Specimen plants are mature plants that carry a spectacular number of flowers, preferably uniformly distributed so that the plant is covered with blooms. Depending upon their appearance, they may be awarded either a Club Cultural Certificate or the prestigious OSCOV Cultural Certificate.
According to the OSCOV Judging Handbook, “A Cultural Certificate is available to the grower of an orchid that is clearly superior in flowering, size or robustness of growth, to that which could reasonably be expected for a mature plant of its type. It must have been owned and grown by its owner for at least two years.” Despite the latter wording, most plants receiving OSCOV Cultural Certificates are as much as ten years old or more.
In addition to the floral requirement, it is important that the plant should show signs of good culture – the foliage should be clean and unblemished, with no sign of damage (past or present) by red spider, scale or other insect pests. Nor should there be any sign of trimmed leaves, which the judges take as evidence of leaf tip dieback, a cultural fault.
Some orchids are much easier to grow into specimens than others, those with a branching habit being much more likely to develop into specimens than those which produce only a single growth each year. For example, the most recent growths of species such as Encyclia (syn.
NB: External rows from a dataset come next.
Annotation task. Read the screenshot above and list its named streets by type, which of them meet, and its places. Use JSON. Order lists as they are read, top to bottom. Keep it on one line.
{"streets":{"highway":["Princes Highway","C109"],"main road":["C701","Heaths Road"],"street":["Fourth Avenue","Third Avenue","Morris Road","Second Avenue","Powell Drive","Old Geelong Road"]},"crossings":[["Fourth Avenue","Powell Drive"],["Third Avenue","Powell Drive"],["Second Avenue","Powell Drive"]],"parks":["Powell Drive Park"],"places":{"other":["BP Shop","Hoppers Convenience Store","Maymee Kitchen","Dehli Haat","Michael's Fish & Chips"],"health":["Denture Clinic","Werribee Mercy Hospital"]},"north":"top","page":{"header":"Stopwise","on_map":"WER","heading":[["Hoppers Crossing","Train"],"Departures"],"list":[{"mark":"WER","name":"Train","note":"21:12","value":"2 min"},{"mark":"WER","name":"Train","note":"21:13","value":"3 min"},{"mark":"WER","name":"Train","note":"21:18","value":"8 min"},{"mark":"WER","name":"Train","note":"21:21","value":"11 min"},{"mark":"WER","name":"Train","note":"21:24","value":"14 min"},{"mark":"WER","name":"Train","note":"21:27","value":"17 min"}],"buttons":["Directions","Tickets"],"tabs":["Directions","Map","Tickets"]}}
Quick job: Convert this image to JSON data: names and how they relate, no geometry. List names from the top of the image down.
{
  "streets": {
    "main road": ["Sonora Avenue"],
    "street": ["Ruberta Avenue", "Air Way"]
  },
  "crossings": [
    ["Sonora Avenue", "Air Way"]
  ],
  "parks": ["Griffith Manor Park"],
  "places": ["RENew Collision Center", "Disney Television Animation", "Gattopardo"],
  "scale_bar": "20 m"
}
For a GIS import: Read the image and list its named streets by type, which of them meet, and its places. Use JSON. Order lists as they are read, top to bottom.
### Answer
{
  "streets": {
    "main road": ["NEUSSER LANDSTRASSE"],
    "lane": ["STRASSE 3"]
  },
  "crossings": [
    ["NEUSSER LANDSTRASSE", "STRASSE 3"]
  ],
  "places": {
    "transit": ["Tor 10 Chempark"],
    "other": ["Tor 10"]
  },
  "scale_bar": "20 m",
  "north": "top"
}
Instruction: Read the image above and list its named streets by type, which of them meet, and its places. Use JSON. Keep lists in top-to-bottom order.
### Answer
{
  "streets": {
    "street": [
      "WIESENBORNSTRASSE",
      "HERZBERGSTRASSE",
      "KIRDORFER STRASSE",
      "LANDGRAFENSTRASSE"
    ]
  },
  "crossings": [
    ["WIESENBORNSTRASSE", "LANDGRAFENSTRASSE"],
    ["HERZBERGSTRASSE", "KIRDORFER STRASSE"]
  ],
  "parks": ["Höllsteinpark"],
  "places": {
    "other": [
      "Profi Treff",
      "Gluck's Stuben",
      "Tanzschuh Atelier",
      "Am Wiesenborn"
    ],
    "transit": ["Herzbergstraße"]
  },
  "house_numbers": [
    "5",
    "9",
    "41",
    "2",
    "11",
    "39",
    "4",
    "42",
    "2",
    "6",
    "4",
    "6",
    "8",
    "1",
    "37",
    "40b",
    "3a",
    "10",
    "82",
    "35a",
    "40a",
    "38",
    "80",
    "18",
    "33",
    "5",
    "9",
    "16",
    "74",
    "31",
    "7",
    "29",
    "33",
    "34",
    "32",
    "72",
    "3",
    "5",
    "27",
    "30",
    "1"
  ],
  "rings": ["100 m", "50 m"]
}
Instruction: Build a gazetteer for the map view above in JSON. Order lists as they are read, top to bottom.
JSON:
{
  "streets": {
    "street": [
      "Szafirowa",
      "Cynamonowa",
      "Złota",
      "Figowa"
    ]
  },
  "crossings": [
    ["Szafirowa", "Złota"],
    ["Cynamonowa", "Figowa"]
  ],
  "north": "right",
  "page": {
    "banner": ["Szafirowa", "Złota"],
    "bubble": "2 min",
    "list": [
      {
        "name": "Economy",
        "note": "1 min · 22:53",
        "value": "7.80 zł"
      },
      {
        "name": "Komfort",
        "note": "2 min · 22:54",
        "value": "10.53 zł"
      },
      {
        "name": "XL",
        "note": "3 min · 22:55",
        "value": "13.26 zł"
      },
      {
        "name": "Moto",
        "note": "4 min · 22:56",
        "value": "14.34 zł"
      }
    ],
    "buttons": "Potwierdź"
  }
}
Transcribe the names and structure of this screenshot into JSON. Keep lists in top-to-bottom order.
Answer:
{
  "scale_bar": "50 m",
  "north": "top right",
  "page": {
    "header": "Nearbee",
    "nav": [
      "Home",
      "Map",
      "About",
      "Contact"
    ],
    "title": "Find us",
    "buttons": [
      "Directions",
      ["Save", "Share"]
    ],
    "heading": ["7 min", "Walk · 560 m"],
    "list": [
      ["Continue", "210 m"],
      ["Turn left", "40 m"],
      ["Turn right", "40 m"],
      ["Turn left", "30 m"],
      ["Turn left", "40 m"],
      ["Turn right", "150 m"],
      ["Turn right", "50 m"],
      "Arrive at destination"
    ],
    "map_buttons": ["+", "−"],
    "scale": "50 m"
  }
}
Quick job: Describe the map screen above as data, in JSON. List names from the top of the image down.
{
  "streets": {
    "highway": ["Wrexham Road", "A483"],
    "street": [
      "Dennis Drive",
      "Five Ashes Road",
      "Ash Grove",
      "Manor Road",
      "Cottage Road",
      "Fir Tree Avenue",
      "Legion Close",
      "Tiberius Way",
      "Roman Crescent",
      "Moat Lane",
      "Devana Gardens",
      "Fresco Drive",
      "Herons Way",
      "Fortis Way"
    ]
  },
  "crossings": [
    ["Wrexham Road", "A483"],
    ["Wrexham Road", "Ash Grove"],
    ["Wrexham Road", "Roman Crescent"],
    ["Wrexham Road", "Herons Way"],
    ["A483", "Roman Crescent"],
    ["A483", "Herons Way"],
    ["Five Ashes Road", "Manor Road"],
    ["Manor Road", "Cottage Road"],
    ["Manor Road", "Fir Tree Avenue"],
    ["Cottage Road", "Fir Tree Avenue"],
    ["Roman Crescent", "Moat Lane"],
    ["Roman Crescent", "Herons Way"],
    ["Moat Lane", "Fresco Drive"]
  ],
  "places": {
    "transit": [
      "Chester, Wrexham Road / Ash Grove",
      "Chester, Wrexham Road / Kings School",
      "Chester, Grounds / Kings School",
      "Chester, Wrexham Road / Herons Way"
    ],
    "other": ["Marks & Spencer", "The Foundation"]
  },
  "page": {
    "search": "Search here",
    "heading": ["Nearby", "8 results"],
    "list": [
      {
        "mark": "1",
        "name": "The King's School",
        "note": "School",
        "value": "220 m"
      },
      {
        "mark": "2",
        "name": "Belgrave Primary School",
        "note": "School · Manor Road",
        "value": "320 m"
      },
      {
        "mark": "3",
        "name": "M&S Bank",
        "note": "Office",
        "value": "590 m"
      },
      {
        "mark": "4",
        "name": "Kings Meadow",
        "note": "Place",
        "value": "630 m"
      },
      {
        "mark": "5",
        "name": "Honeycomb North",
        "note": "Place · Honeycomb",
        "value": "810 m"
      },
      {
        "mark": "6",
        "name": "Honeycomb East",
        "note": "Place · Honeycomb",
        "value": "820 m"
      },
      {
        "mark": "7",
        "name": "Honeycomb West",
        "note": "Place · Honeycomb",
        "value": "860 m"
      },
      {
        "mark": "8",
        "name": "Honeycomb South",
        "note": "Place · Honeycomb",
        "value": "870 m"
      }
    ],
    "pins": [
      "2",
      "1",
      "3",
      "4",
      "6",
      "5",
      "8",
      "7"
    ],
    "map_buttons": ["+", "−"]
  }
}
Dinema) polybulbon or Oncidium uniflorum produce two or three new growths every year, each of which flowers in turn. Thus, well-grown plants of these species usually carry twice the number of flowers as in the previous year, even though each growth flowers only once.
Incidentally, both of the above species are easier to grow into specimens if they are mounted, rather than potted. As stated earlier, it may take ten years for an orchid to grow to specimen size; many mounts will last this long without deteriorating, but most potting mixes will need to be renewed several times, the plant perhaps suffering some setback on each occasion.
Orchids that flower several years in succession from the same growth are ideal candidates for growing into specimens. Many Australian native dendrobiums fall into this category. Eventually, however, some of the older growths will have exhausted their flower nodes, and may perhaps have lost their leaves. It will be necessary to remove these leafless canes when the plant is re-potted. Carefully sever the rhizome between the older canes and the newer growths, remove the old canes, and then fold the newer growths so that they form a tidy circle. At show time one regularly sees impressive Australian native specimens of Dendrobium kingianum, D. falcorostrum, D. Delicatum and D. Bardo Rose.
Perhaps the biggest challenge in growing specimen plants is in keeping pests, such as scale and red spider, at bay, because the damage they cause to the foliage persists over many years. Fungal infections may also mar a good specimen plant, the resultant leaf markings remaining in evidence for the life of those leaves. Many a plant otherwise worthy of a Cultural Certificate has been rejected by the judges because of its blemished leaves.
Incidentally, Cultural Certificates are awarded to the grower, whereas all other awards are granted to the orchid under consideration, not the owner. The recipient of a Cultural Certificate can feel justly proud, because it acknowledges his or her cultural skills and vigilance over a prolonged period.